#### About this task:
Scan the data below and report how many lines include the word "labels". Nothing else is wanted.
==== Provided data
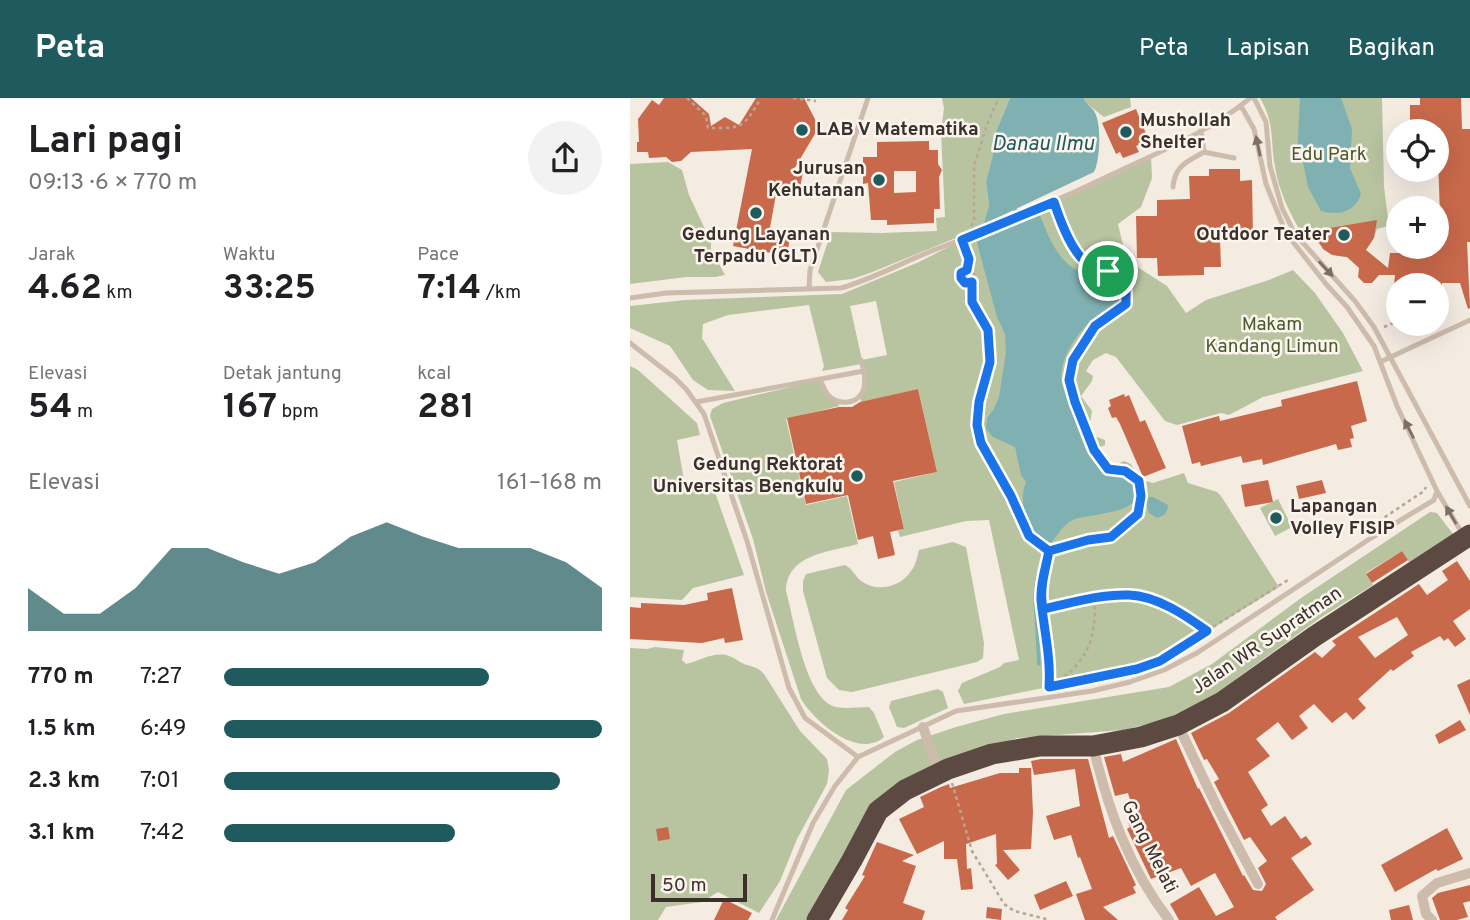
<!DOCTYPE html>
<html lang="id">
<head>
<meta charset="utf-8">
<style>
  :root { --surface:#fff; --page:#f2f2f2; --text:#202124; --muted:#757577; --accent:#1f5a5e }
  body { margin:0; font-family:Overpass,sans-serif; background:var(--page); color:var(--text); height:100vh; display:flex; flex-direction:column; font-size:26px; white-space:nowrap }
  * { box-sizing:border-box; margin:0 }
  p { font-size:23px; color:var(--muted) }
  .icon { flex:none; width:38px; height:38px; fill:none; stroke:currentColor; stroke-width:2; stroke-linecap:round; stroke-linejoin:round }
  .map { position:relative; flex:1; overflow:hidden }
  .sheet { display:flex; flex-direction:column; background:var(--surface); width:630px }
  .sheet>* { flex:none }
  .buttons { position:absolute; left:756px; top:21px; display:grid; gap:14px }
  .buttons a { display:grid; place-items:center; width:63px; height:63px; border-radius:50%; background:var(--surface); box-shadow:0 7px 28px #0002; font-size:35px }
  .scale { position:absolute; left:21px; bottom:18px; width:96px; box-sizing:border-box; padding-left:7px; border:4px solid #3b302b; border-top:0; font-size:19px; line-height:24px; white-space:nowrap; color:#3b302b; -webkit-text-stroke:5px #fbf5ee; paint-order:stroke }
  .pin { position:absolute; display:grid; place-items:center; width:60px; height:60px; color:#fff; margin:-30px; border:4px solid #fff; border-radius:50%; box-shadow:0 2px 7px #0007 }
  .round { display:grid; place-items:center; flex:none; width:74px; height:74px; border-radius:37px; background:var(--page) }
  .overview { display:flex; align-items:center; justify-content:space-between; height:119px; padding:0 28px }
  h1 { font-size:38px; font-weight:700; line-height:52px }
  .figures { display:grid; grid-template-columns:repeat(3,1fr); gap:10px; height:119px; padding:7px 28px }
  .figures div { display:grid; align-content:center }
  .figures b { font-size:35px; font-weight:700 }
  .figures small { font-size:19px; font-weight:400 }
  .figures p { font-size:19px }
  .chart { height:196px; padding:14px 28px }
  .chart p { display:flex; justify-content:space-between }
  .chart svg { width:100%; height:126px; margin-top:7px; fill:var(--accent); opacity:.7 }
  ul { padding:0 28px; list-style:none; font-size:23px }
  li { display:grid; grid-template-columns:112px 84px 1fr; align-items:center; height:52px }
  li i { height:18px; border-radius:9px; background:var(--accent) }
  header { display:flex; align-items:center; gap:42px; box-sizing:border-box; height:98px; padding:0 35px; background:var(--accent); color:#fff }
  header strong { font-size:33px }
  nav { display:flex; gap:38px; margin-inline-start:auto; font-size:24px }
  main { display:flex; flex:1; min-height:0 }
  .map>svg:first-child { display:block }
  .green { fill:#b8c4a0; fill-rule:evenodd }
  .water { fill:#7fb0b2 }
  .lines { fill:none; stroke-linecap:round; stroke-linejoin:round }
  .stream { stroke:#7fb0b2; stroke-width:3.5 }
  .building { fill:#c8694b; fill-rule:evenodd }
  .path { stroke:#b9a596; stroke-width:2.5; stroke-dasharray:3.5 3.5; stroke-linecap:butt }
  .lane { stroke:#cdbbac; stroke-width:5 }
  .street { stroke:#cdbbac; stroke-width:10 }
  .highway { stroke:#5c4a42; stroke-width:21 }
  .oneway { fill:#7d6f65 }
  .route-casing { stroke:#fff; stroke-width:14 }
  .route { stroke:#1a73e8; stroke-width:9 }
  .poi-dot { fill:#1f5a5e; stroke:#fbf5ee; stroke-width:2.5 }
  .labels { text-anchor:middle; dominant-baseline:central; stroke-width:5; stroke-linejoin:round; paint-order:stroke }
  .poi-label { font-size:19px; font-weight:bold; fill:#3b302b; stroke:#fbf5ee; text-anchor:start }
  .park-label { font-size:19px; fill:#4a5a2e; stroke:#fbf5ee }
  .street-label { font-size:19px; fill:#3b302b; stroke:#fbf5ee }
  .water-label { font-size:21px; font-style:italic; fill:#1f5a5e; stroke:#fbf5ee }
</style>
</head>
<body>
<header>
<strong>Peta</strong>
<nav><a>Peta</a><a>Lapisan</a><a>Bagikan</a></nav>
</header>
<main>
<section class="sheet">
<div class="overview"><div><h1>Lari pagi</h1><p>09:13 · 6 × 770 m</p></div><a class="round"><svg class="icon" aria-label="share" viewBox="0 0 24 24"><path d="M12 15V3M7 8l5-5 5 5M5 13v7h14v-7"/></svg></a></div>
<div class="figures">
<div><p>Jarak</p><b>4.62<small> km</small></b></div>
<div><p>Waktu</p><b>33:25</b></div>
<div><p>Pace</p><b>7:14<small> /km</small></b></div>
</div>
<div class="figures">
<div><p>Elevasi</p><b>54<small> m</small></b></div>
<div><p>Detak jantung</p><b>167<small> bpm</small></b></div>
<div><p>kcal</p><b>281</b></div>
</div>
<div class="chart"><p><span>Elevasi</span>161–168 m</p>
<svg viewBox="0 0 160 44" preserveAspectRatio="none"><path d="M0 44V29L10 38L20 38L30 29L40 15L50 15L60 20L70 24L80 20L90 11L100 6L110 11L120 15L130 15L140 15L150 20L160 29V44z"/></svg>
</div>
<ul>
<li><b>770 m</b>7:27<i style="width:70%"></i></li>
<li><b>1.5 km</b>6:49<i style="width:100%"></i></li>
<li><b>2.3 km</b>7:01<i style="width:89%"></i></li>
<li><b>3.1 km</b>7:42<i style="width:61%"></i></li>
</ul>
</section>
<div class="map">
<svg width="840" height="822" viewBox="0 0 840 822">
  <rect width="100%" height="100%" fill="#f4ebe1"/>
  <path class="green" d="M312,0H380L362,43L363,56L356,84L359,107L355,128L240,175L222,181L196,184L188,174L201,134L251,135L307,133L306,120L315,119L311,34L314,10Z
    M454,0H500L501,9L474,19L456,5Z
    M630,0H752L754,89L759,128L747,131C735,167 696,168 682,133L674,140C661,117 649,95 645,69C640,42 645,25 630,0Z
    M521,59L522,80L511,109L488,126L495,156L509,170L537,188L556,215L576,202L639,182L663,172L685,195L713,235L733,273L633,299L599,317L591,315L547,327L535,323L486,259L476,255L463,262L456,273L463,278L462,283L451,298L462,313L460,325L464,338L475,342V347L464,352L478,370L494,363L501,366L509,381L523,385L554,375L558,385L587,394L591,398L649,489L530,563L507,571L334,606L328,593L332,585L370,569L374,565L389,562L359,422L336,423L270,439L268,433L274,431L264,384L307,374L288,291L231,304L230,298L233,294L232,266L192,273L194,268L179,207L98,217L73,226L72,240L105,293L78,292L63,282L40,248L0,230V208L55,202L212,196L289,164L332,142ZM246,203L257,257L232,262L220,208Z
    M38,64L52,72L59,97L81,144V157L87,162L95,177L85,179H56L0,186V66Z
    M0,268L8,272L67,325L70,337L47,342L55,388L81,383L114,477L63,490L52,502L0,499Z
    M190,282L197,296L208,304L209,308L156,321L176,407L217,398L228,446C199,454 157,456 156,493C164,521 175,602 206,609C217,611 228,609 239,609L244,615L254,639C228,662 184,623 171,601L136,494L123,441L80,318L82,311L93,305Z
    M648,401L662,429L645,438L630,410Z
    M800,414L807,415L823,436L779,464L772,453L736,475L743,487L690,520L584,597L534,622L493,632L387,640L266,688L181,822H146L216,692L265,654L287,642L326,629L374,616L539,589L582,566L671,500Z
    M323,444L336,449L354,545L353,560L347,564L222,594L209,592L197,580L173,493V483L176,476L215,467C223,471 225,478 231,483C247,495 271,489 281,473C286,467 287,459 289,452Z
    M25,549L54,552L52,562L56,566C71,563 83,553 99,558C105,560 109,564 114,566C123,569 128,569 134,576L170,633L197,661L199,672L197,686L167,741L150,783L129,815L88,794L72,804L36,809L28,822H0V550L17,551Z
    M308,591L313,594L318,610L274,630L267,629L259,609L261,603Z"/>
  <path class="water" d="M380,0H454C456,7 460,7 464,13C472,25 470,63 464,74L354,126L359,107L356,84L363,56L362,43Z
    M670,0H711L722,31L720,70L731,96C725,114 709,118 691,113L678,89L673,64L667,59Z
    M409,115C417,134 423,153 439,167C457,182 487,172 492,200C483,210 471,215 461,223C446,236 427,265 432,286C435,298 441,310 445,322C453,345 457,363 478,377C486,376 492,375 498,381C533,414 459,416 445,421C434,425 429,435 422,444H412C396,430 388,403 396,384L391,377L385,349L363,339L356,331L357,320L364,311L369,299L376,254L375,236L367,219L346,141Z
    M519,399H523L538,407C537,416 535,417 527,420L519,415L516,405Z"/>
  <g class="lines">
    <path class="stream" d="M385,111L388,124
      M409,566L405,499L407,481L415,457"/>
  </g>
  <path class="building" d="M34,0H61L79,16L81,28L95,19L109,27L126,0H174L189,29L163,73L173,74L169,95L147,91L139,135L160,139L157,158L103,148L122,51L61,54L51,63L42,64L36,59L19,60L18,54H7V44H9L8,21L22,2L29,7Z
    M790,0H831L832,31H840V144H837L840,210L838,211L830,185H812V187H764L765,177H749L742,185H734L728,179L729,170L717,159L702,157L693,151L682,133L747,122L744,140L736,152L758,170L760,155H773L783,149H807V118L810,117L807,33H791V30H780V7H790Z
    M506,11L519,43L506,48L509,54L493,60L490,54L486,56L472,25Z
    M299,43V52H308V66L312,72L309,79L310,111H304V125L257,127V122H241L238,85L233,86V59H247V44ZM264,73H286V94L264,95Z
    M579,71H610V83L622,82L623,140L590,141L591,169H574V177L528,178L527,160H507L506,118H527V102L560,101L559,78H579Z
    M727,283L737,323L721,328L724,340L720,341L722,349L708,352L706,346L633,367L632,361L613,365L611,358L571,368L570,364L562,366L552,328L589,318L590,323L652,308L651,302Z
    M288,291L307,374L263,383L274,431L260,434L265,457L248,461L243,438L228,442L218,397L176,406L157,320L209,309H222L230,304Z
    M494,296L495,299L499,297L510,324L515,322L536,370L513,379L490,326L486,319L482,320L478,310L481,308L479,302Z
    M638,382L643,404L615,409L611,387Z
    M692,382L696,395L669,401L666,388Z
    M772,453L778,462L742,485L736,476Z
    M827,463L840,483V511L823,523L836,541L825,549L818,540L814,543L810,538L781,554L784,558L763,573L761,571L728,601L736,610L723,622L716,614L702,625L684,606L669,618L678,630L662,642L648,624L626,641L640,658L618,674L638,707L631,712L641,728L655,718L671,741L676,738L682,746L661,760L684,792L645,819L647,822H549L540,806L569,789L586,818L604,809L585,775L561,788L551,770L521,781L497,731L500,729L497,722L505,719L498,695L485,698L474,659L491,656L493,664L546,641L568,691L569,690L613,778L614,777L623,792L632,793L636,786L628,770L637,763L620,739L614,742L584,684L589,681L577,661L574,662L561,635L599,615L685,554L692,560L706,547L702,543L789,486L797,497L818,482L812,473ZM767,519L778,537L745,560L728,539Z
    M102,490L113,542L95,545L94,540L72,545L0,541V509L11,510V505L54,507L78,502L77,495Z
    M840,581V617L827,587Z
    M830,622L836,632L809,646L805,637Z
    M411,661H458L479,740L483,738L506,787L503,789L506,795L473,809L488,822H455L446,796L462,791L450,759L448,760L441,737L424,742L416,718L450,708L445,671L404,677L401,663Z
    M389,670H401L403,715L401,751L373,752L390,772L378,782L365,767L367,766L366,736L336,746L337,771L341,770L343,791L331,792L327,761H314V743L287,756L269,721L294,709L290,699L311,689L319,686L320,690L370,675H389Z
    M38,729L40,741L28,743L26,731Z
    M817,730L833,761L808,773L806,771L765,794L751,767Z
    M247,744L284,757L272,763L286,768L273,805L295,813L292,822H212L218,812L215,810L235,778L232,777Z
    M436,783L443,798L410,812L404,797Z
    M840,787V803L833,805L838,819L827,822H810L802,800L808,795Z
    M94,801L122,815L118,822H84Z
    M779,807L783,822H761L759,812Z
    M357,809L372,811L371,822L356,820Z"/>
  <g class="lines">
    <path class="path" d="M57,0L76,18L78,30C114,30 112,31 131,0
      M163,0L186,3
      M341,128L344,124V68L358,24L369,0
      M334,149L339,161L337,171L333,173L331,180L337,186L342,185L345,179L342,173L337,171
      M342,185V204L358,232L361,264L349,304L347,326L350,345L381,398L399,438L419,453L458,442L481,439L507,416L511,398L509,383L495,373L478,371L464,352L445,304L439,282L443,262L465,228L496,207C496,186 491,176 471,170C467,168 463,169 460,167C442,158 432,128 426,110
      M792,226L796,229
      M754,229L768,223
      M743,427L794,393L796,389
      M419,453C416,469 410,485 411,502C414,532 421,559 419,589L504,572
      M413,511C441,505 470,496 499,497C527,498 555,517 577,533
      M530,562L658,482
      M423,587C458,563 466,542 465,501
      M322,685L342,753L374,806L384,813L420,822"/>
    <path class="lane" d="M624,0L636,24L640,68L652,110L665,136L725,203L744,229L840,408
      M611,8L624,31L636,86L656,135L696,186L717,209L744,248L767,308L807,393L832,435
      M574,54L604,60
      M543,89C545,67 557,64 574,54L571,32
      M179,190L180,172L238,0
      M0,200L36,195L211,190C243,181 273,164 304,152C371,127 436,99 500,68C541,49 586,29 620,0
      M0,245L45,280L56,291L74,316L117,443L159,590L175,620L228,659
      M750,264L840,222
      M190,282C193,287 195,293 198,297C207,307 225,307 232,295C236,288 235,280 234,273
      M66,304L234,273L231,262
      M142,822L183,725L205,688L228,659L326,613L462,593L500,584L534,572L567,555L741,440L804,402L807,393"/>
    <path class="street" d="M548,627L588,711L628,786
      M293,629L309,675
      M463,648C478,711 499,770 539,822
      M802,822L796,816L792,798L807,785L840,775"/>
    <path class="highway" d="M187,822L222,762L248,713L275,692L318,671L362,656L410,648H463L511,639L548,627L592,604L685,538L840,437"/>
  </g>
  <defs><path id="oneway-solid" d="M-6-.8H1V-3.2L6.5 0L1 3.2V.8H-6Z" transform="scale(1.75)"/></defs>
  <g class="oneway">
    <use href="#oneway-solid" transform="translate(628 48) rotate(-102)"/>
    <use href="#oneway-solid" transform="translate(696 171) rotate(47)"/>
    <use href="#oneway-solid" transform="translate(779 331) rotate(-117)"/>
    <use href="#oneway-solid" transform="translate(821 417) rotate(-120)"/>
  </g>
  <g class="lines">
    <g class="route-casing">
      <path id="route" d="M478,173C473,170 467,170 462,168C443,160 430,122 424,104L332,142L339,161L337,172L331,175V180L335,185L342,184V204L358,232L360,264L349,304L347,327L351,345L381,398L399,438L419,453C416,469 410,485 411,502C414,532 421,559 419,589L507,571L530,563L577,533C555,517 527,498 499,497C470,496 441,505 413,511C409,491 415,473 419,453L458,442L481,439L508,416L511,398L509,383L495,373L478,371L464,352L445,304L439,282L443,262L465,228L496,206V193L492,181L478,173"/>
    </g>
    <use href="#route" class="route"/>
  </g>
  <g class="poi-dot">
    <circle cx="172" cy="32" r="7"/>
    <circle cx="496" cy="34" r="7"/>
    <circle cx="249" cy="82" r="7"/>
    <circle cx="126" cy="115" r="7"/>
    <circle cx="714" cy="137" r="7"/>
    <circle cx="227" cy="378" r="7"/>
    <circle cx="646" cy="420" r="7"/>
  </g>
  <g class="labels">
    <g class="poi-label">
      <text x="510" y="23">Mushollah<tspan x="510" dy="22">Shelter</tspan></text>
      <text x="186" y="32">LAB V Matematika</text>
      <text x="235" y="71" text-anchor="end">Jurusan<tspan x="235" dy="22">Kehutanan</tspan></text>
      <text x="126" y="137" text-anchor="middle">Gedung Layanan<tspan x="126" dy="22">Terpadu (GLT)</tspan></text>
      <text x="700" y="137" text-anchor="end">Outdoor Teater</text>
      <text x="213" y="367" text-anchor="end">Gedung Rektorat<tspan x="213" dy="22">Universitas Bengkulu</tspan></text>
      <text x="660" y="409">Lapangan<tspan x="660" dy="22">Volley FISIP</tspan></text>
    </g>
    <g class="park-label">
      <text x="699" y="57">Edu Park</text>
      <text x="642" y="227">Makam<tspan x="642" dy="22">Kandang Limun</tspan></text>
    </g>
    <g class="street-label">
      <text transform="translate(637 543) rotate(-34)">Jalan WR Supratman</text>
      <text transform="translate(519 749) rotate(63)">Gang Melati</text>
    </g>
    <g class="water-label">
      <text x="413" y="46">Danau Ilmu</text>
    </g>
  </g>
</svg>
<div class="buttons">
<a><svg class="icon" aria-label="locate" viewBox="0 0 24 24"><circle cx="12" cy="12" r="6"/><path d="M12 2v4M12 18v4M2 12h4M18 12h4"/></svg></a>
<a>+</a>
<a>−</a>
</div>
<div class="scale">50 m</div>
<div class="pin" style="left:478px;top:173px;background:#1e9e55"><svg class="icon" aria-label="arrive" viewBox="0 0 24 24"><path d="M6 21V4h12l-3 4 3 4H6"/></svg></div>
</div>
</main>
</body>
</html>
========
#### Your response:
2